Stored items:

--- START ---

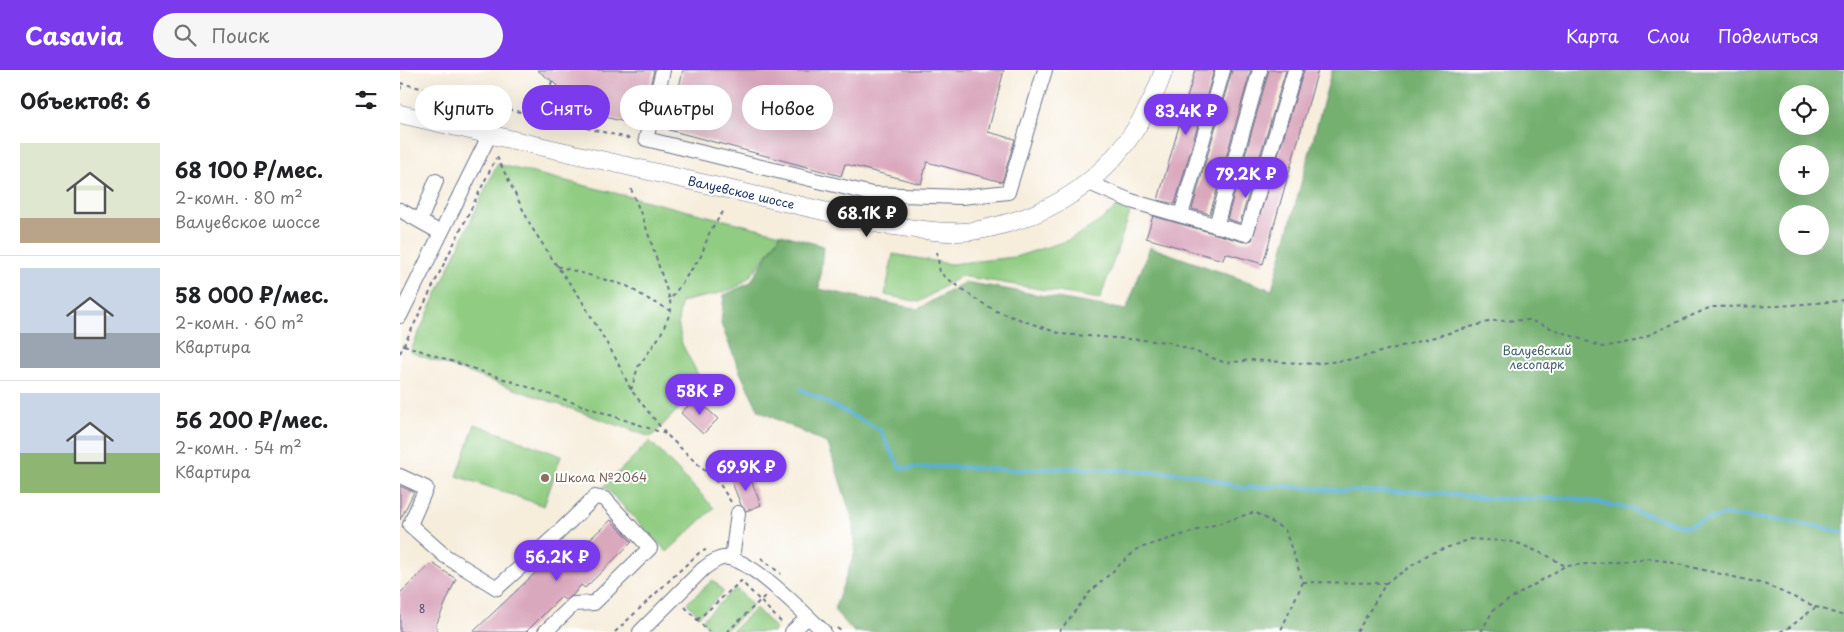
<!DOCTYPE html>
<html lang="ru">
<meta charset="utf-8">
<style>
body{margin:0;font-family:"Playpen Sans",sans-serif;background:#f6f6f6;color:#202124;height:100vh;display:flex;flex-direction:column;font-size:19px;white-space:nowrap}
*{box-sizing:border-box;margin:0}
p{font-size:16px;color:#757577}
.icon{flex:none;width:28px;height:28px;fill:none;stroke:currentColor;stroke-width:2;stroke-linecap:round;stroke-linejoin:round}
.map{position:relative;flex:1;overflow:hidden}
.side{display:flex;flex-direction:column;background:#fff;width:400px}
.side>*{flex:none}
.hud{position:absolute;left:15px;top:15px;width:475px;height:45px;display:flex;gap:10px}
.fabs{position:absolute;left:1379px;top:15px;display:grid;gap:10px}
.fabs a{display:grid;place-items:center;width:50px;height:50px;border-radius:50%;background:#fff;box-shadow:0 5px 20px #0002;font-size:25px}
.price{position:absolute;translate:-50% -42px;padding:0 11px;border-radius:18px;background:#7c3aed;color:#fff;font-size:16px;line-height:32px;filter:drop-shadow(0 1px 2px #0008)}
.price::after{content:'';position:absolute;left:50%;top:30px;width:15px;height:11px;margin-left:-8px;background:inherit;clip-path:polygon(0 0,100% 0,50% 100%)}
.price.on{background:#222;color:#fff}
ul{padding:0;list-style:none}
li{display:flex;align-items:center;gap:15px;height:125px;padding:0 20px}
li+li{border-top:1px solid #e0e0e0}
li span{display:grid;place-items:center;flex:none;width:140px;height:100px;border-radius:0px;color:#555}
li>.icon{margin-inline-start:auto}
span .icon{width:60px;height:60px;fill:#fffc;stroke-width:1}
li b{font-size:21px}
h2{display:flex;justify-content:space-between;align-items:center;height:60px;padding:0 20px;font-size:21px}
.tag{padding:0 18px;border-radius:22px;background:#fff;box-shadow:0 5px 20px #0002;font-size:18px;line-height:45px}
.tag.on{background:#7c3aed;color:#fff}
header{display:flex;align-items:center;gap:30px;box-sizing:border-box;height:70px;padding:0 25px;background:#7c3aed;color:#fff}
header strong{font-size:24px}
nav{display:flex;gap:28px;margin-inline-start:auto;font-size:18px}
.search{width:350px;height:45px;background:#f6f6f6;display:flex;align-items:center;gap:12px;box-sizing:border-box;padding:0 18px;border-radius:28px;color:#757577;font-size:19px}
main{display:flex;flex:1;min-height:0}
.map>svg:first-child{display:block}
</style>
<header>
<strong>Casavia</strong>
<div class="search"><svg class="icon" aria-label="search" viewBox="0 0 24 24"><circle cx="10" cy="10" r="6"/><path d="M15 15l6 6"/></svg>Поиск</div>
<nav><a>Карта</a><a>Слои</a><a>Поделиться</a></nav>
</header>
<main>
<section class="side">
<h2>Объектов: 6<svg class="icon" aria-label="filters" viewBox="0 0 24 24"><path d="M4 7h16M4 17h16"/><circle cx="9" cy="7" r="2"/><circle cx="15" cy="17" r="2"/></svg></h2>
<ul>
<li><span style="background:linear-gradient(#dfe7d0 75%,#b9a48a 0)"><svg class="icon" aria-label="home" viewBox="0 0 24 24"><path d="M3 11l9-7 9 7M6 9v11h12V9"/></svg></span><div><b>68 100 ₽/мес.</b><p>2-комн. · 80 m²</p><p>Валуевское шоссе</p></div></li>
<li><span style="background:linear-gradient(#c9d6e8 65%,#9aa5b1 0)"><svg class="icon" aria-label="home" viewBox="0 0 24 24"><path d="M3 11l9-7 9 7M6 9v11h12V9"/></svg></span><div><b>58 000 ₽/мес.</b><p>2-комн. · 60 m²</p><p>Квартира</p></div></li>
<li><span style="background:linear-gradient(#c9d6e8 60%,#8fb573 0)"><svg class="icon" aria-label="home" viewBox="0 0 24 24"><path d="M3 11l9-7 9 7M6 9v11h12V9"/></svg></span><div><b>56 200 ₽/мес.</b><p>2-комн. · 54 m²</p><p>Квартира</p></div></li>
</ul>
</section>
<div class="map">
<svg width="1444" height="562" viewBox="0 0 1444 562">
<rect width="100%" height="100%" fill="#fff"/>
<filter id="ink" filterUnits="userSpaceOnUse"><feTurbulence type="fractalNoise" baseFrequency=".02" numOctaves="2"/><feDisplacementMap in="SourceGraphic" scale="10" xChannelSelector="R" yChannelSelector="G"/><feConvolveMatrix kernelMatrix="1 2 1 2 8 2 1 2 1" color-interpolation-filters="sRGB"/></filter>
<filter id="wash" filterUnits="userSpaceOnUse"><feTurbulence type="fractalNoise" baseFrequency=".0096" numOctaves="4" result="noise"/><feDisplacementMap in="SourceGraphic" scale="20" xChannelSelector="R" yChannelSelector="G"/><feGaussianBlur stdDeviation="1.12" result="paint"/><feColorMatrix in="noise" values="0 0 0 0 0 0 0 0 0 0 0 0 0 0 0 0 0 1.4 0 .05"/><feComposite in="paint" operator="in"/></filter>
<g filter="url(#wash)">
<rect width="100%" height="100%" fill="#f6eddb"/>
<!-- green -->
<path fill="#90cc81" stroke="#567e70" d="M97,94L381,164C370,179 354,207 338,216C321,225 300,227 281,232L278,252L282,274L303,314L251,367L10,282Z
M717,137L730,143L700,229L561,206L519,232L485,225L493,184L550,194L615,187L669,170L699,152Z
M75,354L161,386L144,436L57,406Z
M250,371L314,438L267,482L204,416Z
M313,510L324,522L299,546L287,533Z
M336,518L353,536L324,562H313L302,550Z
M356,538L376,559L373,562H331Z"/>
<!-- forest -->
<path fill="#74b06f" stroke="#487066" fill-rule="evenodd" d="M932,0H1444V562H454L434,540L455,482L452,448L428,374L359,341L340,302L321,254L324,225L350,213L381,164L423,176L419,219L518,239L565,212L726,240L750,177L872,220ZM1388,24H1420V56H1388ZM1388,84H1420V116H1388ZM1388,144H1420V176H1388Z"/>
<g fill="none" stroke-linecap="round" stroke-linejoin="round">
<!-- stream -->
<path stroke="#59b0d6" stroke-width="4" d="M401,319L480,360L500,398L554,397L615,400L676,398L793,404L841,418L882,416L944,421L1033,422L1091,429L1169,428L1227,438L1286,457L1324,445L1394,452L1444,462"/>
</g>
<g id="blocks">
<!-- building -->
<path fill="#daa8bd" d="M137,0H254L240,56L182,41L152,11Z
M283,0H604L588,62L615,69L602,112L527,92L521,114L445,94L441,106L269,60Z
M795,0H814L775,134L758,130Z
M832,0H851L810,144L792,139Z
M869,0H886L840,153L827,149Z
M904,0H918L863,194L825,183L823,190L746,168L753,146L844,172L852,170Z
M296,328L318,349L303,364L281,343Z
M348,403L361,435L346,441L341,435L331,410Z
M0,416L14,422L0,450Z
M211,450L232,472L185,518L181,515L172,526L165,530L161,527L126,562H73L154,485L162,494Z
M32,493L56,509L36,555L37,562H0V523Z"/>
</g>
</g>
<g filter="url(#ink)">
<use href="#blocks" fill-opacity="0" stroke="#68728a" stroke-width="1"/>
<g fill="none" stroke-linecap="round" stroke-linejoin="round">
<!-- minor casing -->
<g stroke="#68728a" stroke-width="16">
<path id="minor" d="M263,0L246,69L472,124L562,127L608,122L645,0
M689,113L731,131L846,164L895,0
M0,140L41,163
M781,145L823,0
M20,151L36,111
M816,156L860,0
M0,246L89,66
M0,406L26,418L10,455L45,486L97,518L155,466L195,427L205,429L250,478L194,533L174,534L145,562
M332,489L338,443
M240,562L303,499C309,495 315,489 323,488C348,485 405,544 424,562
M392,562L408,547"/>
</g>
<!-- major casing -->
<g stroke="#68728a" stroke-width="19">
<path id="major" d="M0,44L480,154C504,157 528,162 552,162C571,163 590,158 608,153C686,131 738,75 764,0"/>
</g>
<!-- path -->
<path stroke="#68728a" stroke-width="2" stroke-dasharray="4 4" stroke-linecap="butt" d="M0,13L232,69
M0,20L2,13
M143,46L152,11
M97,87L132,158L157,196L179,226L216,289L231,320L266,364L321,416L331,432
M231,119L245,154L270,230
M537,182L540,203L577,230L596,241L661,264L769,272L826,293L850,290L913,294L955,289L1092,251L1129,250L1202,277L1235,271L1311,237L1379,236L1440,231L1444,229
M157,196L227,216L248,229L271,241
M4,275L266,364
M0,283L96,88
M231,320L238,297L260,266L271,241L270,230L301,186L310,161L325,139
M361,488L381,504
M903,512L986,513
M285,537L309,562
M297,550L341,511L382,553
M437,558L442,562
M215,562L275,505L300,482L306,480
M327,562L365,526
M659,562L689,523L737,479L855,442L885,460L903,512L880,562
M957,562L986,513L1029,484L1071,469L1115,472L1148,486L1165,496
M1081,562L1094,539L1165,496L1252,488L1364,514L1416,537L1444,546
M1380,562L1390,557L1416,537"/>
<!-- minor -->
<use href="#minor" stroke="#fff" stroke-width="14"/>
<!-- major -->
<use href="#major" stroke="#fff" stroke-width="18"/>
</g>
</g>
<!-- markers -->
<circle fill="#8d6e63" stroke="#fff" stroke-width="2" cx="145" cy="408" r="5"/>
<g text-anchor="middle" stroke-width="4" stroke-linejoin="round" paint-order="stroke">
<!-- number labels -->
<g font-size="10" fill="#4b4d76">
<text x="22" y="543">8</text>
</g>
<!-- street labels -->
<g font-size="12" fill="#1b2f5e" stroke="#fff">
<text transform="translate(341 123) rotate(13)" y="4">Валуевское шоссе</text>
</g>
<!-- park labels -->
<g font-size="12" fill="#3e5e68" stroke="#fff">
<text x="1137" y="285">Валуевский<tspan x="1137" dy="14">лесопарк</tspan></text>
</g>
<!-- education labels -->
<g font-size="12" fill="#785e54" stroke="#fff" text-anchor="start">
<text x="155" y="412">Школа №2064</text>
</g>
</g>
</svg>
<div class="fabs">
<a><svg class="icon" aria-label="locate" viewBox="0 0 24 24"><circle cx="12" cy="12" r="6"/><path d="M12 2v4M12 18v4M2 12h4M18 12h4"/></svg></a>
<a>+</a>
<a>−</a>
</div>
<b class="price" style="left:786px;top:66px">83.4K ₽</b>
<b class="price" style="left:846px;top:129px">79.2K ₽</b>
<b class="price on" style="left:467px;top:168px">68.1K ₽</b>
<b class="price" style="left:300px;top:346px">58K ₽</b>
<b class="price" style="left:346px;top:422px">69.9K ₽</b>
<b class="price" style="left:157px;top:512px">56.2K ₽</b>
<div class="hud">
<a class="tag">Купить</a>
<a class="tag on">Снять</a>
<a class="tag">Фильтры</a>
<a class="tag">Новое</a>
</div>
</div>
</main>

--- END ---

→ **What needs to be done**
The expected answer is a copy of every line in the entries that holds the word "side".

→ **Result**
.side{display:flex;flex-direction:column;background:#fff;width:400px}
.side>*{flex:none}
<section class="side">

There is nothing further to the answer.